(Collected data entries)
:::

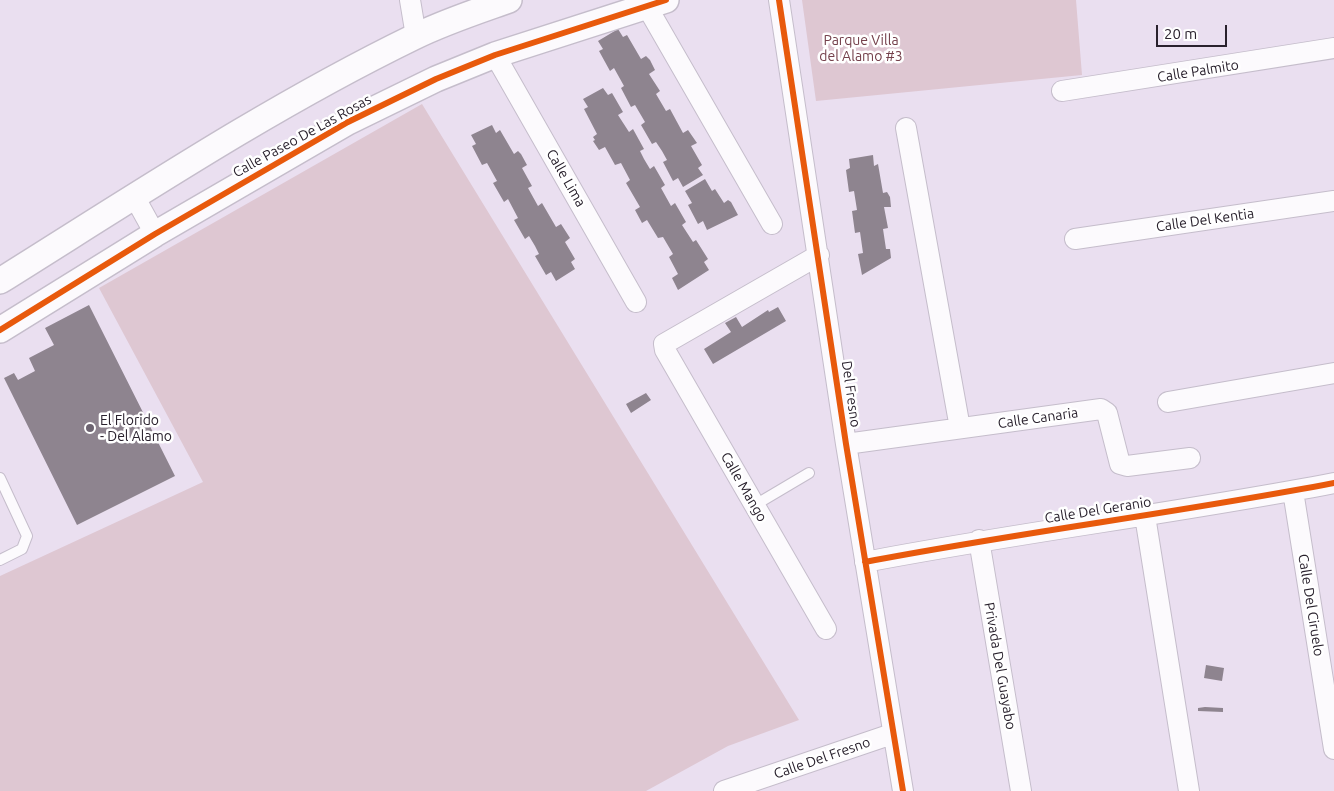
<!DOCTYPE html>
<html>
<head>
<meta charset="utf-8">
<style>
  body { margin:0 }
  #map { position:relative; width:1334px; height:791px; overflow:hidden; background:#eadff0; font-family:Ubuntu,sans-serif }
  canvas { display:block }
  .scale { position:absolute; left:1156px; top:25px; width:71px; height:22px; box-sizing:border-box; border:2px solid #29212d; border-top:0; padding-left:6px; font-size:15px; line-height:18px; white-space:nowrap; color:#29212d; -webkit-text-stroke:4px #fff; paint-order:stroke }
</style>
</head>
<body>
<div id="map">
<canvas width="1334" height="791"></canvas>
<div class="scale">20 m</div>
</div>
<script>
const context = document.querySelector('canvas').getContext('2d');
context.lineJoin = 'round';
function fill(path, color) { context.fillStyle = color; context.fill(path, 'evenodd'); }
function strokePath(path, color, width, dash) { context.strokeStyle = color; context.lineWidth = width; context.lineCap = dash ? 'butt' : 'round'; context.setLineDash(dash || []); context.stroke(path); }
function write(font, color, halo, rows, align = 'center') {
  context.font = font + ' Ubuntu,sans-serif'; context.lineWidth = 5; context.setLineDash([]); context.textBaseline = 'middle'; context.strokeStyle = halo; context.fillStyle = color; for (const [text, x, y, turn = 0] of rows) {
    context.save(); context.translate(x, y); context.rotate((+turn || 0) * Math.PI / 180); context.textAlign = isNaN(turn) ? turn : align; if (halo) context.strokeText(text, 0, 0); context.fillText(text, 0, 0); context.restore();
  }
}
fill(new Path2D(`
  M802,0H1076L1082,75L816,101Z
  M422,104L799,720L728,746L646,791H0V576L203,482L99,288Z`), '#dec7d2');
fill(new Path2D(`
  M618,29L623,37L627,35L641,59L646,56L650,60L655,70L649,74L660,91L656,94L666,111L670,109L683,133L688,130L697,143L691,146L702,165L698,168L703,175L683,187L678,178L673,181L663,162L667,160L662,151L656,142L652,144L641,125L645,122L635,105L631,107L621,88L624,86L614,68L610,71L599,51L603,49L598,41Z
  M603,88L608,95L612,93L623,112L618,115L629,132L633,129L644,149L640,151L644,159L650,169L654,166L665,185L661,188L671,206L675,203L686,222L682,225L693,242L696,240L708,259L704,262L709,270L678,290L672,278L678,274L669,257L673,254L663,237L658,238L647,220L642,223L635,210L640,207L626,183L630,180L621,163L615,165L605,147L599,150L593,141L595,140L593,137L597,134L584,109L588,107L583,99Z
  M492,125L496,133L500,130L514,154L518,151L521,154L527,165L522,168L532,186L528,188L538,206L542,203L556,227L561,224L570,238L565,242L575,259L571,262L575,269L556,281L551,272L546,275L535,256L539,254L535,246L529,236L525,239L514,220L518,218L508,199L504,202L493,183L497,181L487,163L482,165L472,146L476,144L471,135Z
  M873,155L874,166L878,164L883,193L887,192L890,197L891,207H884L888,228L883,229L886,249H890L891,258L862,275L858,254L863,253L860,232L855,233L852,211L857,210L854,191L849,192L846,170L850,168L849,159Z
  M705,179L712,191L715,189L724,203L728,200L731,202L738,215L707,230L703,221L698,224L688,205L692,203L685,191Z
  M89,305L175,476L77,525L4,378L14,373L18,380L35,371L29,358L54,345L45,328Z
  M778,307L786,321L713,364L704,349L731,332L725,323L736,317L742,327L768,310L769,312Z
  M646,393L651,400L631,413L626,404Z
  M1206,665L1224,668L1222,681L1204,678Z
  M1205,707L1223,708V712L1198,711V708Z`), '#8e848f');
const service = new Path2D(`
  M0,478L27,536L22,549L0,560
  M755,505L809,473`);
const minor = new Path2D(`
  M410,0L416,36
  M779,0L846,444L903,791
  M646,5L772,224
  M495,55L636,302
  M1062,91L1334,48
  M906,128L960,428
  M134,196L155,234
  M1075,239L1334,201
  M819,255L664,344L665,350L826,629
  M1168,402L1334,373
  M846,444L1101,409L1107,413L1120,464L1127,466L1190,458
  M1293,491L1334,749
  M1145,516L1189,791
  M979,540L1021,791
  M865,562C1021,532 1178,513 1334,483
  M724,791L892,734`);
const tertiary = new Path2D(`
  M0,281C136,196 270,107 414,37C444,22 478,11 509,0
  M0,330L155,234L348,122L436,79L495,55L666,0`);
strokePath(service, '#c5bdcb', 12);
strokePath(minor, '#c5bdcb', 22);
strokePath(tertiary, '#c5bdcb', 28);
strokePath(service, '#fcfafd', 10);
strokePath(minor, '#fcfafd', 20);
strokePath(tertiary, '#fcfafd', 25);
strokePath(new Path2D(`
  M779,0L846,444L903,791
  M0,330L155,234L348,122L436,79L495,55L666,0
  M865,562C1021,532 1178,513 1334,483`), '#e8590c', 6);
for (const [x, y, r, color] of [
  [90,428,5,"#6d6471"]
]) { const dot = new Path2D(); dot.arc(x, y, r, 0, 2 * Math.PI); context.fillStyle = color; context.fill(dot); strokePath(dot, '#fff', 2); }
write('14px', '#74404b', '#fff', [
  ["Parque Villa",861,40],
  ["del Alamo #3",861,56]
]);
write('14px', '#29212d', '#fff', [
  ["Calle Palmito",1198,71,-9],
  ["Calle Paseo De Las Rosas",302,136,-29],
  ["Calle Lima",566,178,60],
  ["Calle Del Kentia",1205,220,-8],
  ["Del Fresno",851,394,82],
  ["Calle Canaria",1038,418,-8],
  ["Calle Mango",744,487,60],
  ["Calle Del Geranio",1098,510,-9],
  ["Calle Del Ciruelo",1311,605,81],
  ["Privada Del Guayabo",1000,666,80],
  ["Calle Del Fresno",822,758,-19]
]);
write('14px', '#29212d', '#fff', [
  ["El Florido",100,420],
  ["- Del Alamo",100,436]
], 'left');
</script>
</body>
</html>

:::

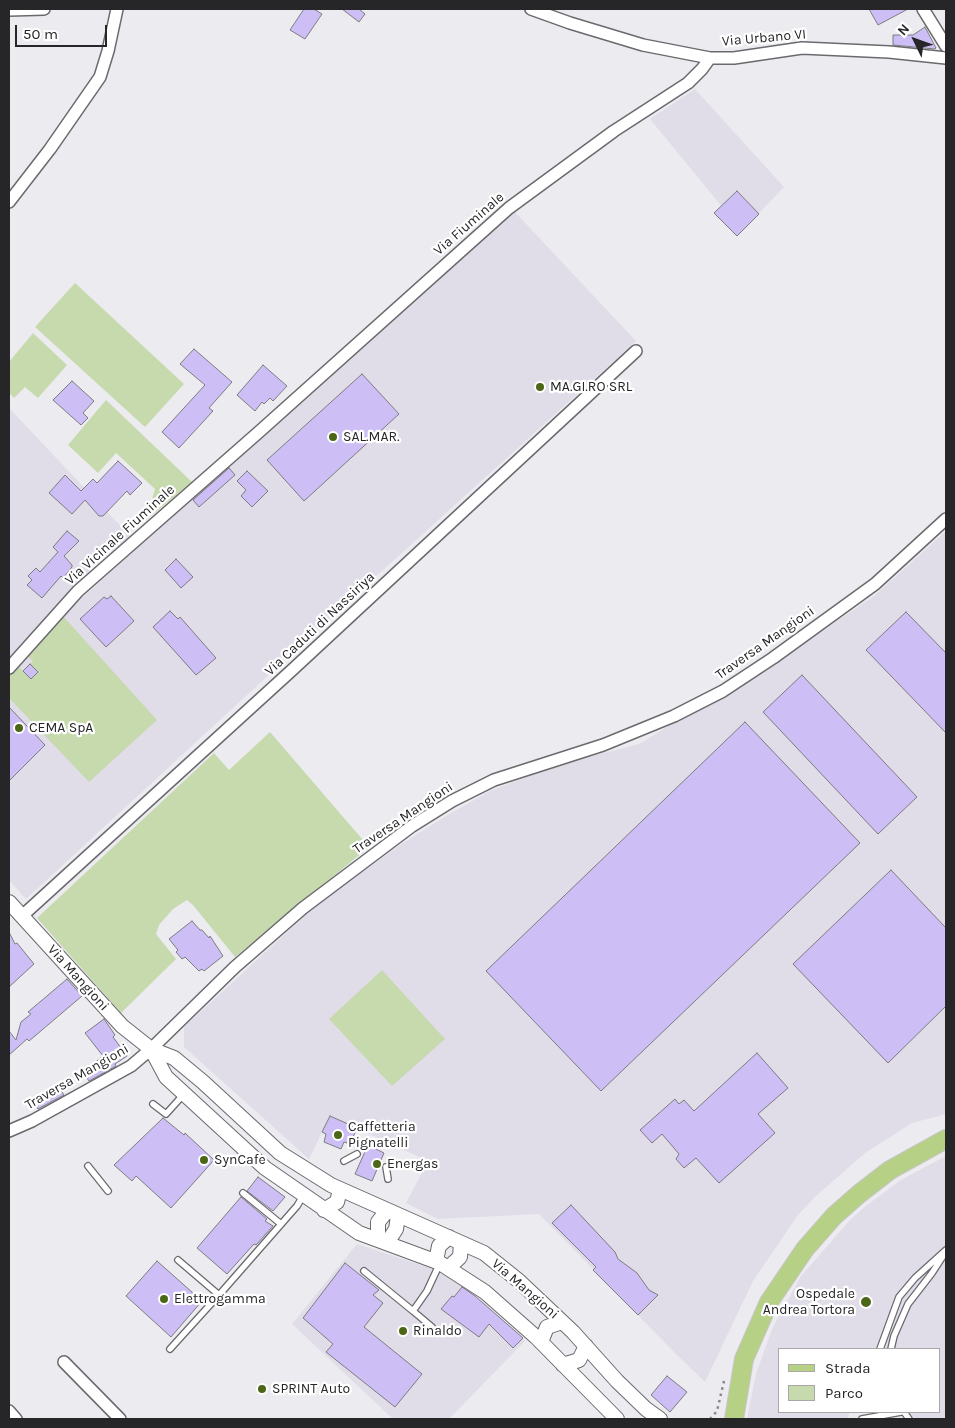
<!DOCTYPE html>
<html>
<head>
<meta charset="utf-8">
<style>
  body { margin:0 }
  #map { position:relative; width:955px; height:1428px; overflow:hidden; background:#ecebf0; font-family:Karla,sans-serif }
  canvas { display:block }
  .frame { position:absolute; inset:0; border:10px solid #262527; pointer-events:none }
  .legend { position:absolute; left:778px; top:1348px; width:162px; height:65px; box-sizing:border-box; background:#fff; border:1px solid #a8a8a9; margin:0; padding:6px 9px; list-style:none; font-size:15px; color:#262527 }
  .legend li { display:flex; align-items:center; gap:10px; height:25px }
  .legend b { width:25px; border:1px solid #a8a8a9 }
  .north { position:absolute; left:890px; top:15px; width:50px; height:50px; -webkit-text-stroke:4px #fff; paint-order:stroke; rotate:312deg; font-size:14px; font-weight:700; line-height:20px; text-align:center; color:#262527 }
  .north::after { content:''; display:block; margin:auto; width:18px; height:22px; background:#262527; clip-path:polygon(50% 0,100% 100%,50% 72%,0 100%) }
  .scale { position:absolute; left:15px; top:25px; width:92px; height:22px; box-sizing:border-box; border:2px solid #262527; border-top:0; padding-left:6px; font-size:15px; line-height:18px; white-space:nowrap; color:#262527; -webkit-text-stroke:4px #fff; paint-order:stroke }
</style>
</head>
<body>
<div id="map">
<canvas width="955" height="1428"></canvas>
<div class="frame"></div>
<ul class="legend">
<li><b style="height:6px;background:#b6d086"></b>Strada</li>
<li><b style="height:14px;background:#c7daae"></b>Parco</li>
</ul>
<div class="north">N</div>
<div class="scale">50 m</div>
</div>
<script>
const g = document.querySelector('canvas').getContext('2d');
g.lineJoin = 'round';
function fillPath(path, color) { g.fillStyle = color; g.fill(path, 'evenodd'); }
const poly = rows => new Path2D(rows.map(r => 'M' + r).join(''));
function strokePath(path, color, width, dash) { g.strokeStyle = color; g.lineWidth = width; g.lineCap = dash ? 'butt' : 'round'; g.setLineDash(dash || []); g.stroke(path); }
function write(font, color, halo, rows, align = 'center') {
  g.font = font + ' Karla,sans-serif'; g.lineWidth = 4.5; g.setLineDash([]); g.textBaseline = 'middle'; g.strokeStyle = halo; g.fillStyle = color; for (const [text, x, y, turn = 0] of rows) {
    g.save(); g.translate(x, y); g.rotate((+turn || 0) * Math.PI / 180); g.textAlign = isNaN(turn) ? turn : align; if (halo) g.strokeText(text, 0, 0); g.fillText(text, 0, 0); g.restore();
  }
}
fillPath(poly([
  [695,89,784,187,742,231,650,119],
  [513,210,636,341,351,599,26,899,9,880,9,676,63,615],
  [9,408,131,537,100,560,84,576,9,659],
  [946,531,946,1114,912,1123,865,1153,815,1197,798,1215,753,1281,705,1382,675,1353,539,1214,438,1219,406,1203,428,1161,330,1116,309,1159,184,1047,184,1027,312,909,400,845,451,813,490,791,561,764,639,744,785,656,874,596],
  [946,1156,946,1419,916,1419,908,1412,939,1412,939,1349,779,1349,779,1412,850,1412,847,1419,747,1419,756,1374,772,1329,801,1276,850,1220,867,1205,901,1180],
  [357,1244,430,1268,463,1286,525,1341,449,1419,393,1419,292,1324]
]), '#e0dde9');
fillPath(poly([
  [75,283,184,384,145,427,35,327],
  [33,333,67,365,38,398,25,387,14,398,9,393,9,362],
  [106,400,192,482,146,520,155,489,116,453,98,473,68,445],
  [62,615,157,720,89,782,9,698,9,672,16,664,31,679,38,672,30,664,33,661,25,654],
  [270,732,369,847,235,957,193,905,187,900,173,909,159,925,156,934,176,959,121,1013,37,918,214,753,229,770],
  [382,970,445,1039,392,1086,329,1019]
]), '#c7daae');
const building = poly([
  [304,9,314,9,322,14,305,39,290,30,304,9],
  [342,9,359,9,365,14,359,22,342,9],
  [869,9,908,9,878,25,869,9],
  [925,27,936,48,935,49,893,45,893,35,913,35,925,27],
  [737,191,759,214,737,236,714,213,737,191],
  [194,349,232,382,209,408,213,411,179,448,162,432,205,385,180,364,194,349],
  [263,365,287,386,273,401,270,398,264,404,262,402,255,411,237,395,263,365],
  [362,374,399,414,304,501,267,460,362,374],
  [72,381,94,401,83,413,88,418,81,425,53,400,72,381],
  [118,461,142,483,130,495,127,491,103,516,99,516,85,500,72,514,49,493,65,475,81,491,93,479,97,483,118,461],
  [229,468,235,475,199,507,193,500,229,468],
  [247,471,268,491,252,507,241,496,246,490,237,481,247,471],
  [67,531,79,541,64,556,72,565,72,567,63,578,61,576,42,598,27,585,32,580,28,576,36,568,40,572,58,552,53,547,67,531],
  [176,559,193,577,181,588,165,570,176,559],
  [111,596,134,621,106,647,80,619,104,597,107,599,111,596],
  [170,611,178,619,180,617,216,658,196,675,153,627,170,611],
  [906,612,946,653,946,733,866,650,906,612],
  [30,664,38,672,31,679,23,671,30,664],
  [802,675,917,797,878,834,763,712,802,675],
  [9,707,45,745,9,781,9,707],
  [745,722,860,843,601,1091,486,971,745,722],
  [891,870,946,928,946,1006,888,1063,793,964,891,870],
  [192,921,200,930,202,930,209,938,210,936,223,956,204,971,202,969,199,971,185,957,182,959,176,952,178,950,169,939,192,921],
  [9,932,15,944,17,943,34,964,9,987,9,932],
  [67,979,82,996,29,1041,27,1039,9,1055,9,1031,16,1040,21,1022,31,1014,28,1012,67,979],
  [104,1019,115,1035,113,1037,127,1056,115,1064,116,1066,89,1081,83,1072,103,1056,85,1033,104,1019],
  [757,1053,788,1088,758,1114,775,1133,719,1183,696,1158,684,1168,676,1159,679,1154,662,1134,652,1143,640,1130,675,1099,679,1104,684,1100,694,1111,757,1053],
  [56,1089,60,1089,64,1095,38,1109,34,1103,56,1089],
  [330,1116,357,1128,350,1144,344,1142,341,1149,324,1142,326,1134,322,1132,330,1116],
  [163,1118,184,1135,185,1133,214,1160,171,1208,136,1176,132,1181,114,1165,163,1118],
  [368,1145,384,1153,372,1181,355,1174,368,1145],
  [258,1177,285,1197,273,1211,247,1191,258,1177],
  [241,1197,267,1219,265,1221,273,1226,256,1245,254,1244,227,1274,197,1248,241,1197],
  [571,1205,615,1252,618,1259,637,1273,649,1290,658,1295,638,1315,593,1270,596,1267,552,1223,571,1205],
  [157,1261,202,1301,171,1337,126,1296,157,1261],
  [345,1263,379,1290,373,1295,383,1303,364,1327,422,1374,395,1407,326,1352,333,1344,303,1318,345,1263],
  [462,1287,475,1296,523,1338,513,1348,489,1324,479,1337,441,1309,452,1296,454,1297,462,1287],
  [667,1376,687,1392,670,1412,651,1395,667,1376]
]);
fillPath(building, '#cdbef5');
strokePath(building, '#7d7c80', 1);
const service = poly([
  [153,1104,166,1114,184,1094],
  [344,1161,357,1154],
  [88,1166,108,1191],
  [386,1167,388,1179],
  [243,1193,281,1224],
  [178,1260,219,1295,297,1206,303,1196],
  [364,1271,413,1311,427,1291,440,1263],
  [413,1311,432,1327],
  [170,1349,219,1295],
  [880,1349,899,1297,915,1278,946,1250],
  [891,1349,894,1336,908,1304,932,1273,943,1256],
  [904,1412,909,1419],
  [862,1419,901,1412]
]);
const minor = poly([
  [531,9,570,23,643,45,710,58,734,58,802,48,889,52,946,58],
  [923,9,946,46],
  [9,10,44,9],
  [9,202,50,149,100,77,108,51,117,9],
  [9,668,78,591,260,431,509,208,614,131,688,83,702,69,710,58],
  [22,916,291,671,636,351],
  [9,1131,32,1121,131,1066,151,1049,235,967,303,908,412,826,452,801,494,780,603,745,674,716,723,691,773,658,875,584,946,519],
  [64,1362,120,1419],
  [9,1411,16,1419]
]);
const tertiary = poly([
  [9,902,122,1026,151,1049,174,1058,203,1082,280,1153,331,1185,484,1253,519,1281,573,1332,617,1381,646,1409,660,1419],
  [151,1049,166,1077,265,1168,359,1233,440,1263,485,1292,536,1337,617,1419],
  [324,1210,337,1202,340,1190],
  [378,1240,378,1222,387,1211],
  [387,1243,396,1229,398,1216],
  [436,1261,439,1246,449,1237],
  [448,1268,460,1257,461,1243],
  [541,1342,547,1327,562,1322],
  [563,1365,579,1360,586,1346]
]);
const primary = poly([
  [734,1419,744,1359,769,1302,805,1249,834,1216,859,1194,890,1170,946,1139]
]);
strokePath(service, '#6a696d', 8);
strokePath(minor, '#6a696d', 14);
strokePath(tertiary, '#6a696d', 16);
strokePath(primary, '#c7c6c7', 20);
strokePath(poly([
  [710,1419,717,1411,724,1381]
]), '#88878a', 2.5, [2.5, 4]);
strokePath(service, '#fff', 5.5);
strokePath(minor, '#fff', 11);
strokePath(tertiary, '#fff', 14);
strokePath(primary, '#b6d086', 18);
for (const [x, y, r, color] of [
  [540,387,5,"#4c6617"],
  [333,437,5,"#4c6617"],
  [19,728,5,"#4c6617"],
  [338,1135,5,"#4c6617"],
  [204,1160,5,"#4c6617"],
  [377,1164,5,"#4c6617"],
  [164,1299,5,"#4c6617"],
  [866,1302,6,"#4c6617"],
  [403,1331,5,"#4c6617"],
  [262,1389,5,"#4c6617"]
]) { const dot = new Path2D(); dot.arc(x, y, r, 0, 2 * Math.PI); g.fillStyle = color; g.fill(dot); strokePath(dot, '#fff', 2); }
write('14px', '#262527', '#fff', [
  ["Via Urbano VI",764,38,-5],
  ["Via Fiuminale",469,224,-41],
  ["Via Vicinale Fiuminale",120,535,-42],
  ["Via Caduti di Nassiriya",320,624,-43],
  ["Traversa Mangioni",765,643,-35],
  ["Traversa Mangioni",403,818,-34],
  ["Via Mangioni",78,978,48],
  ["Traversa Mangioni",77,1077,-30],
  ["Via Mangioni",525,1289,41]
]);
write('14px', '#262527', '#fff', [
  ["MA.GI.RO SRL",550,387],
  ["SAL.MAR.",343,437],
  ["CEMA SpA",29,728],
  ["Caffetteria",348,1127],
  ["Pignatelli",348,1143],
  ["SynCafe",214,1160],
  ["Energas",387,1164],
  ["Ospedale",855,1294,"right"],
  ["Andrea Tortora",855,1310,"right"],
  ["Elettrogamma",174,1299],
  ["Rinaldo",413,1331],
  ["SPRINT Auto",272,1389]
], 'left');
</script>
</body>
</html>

:::

→ **Aim of the exercise**: Out of the preceding entries, pull every line containing the string "Fiuminale".

→ **Solution to this problem**:
  ["Via Fiuminale",469,224,-41],
  ["Via Vicinale Fiuminale",120,535,-42],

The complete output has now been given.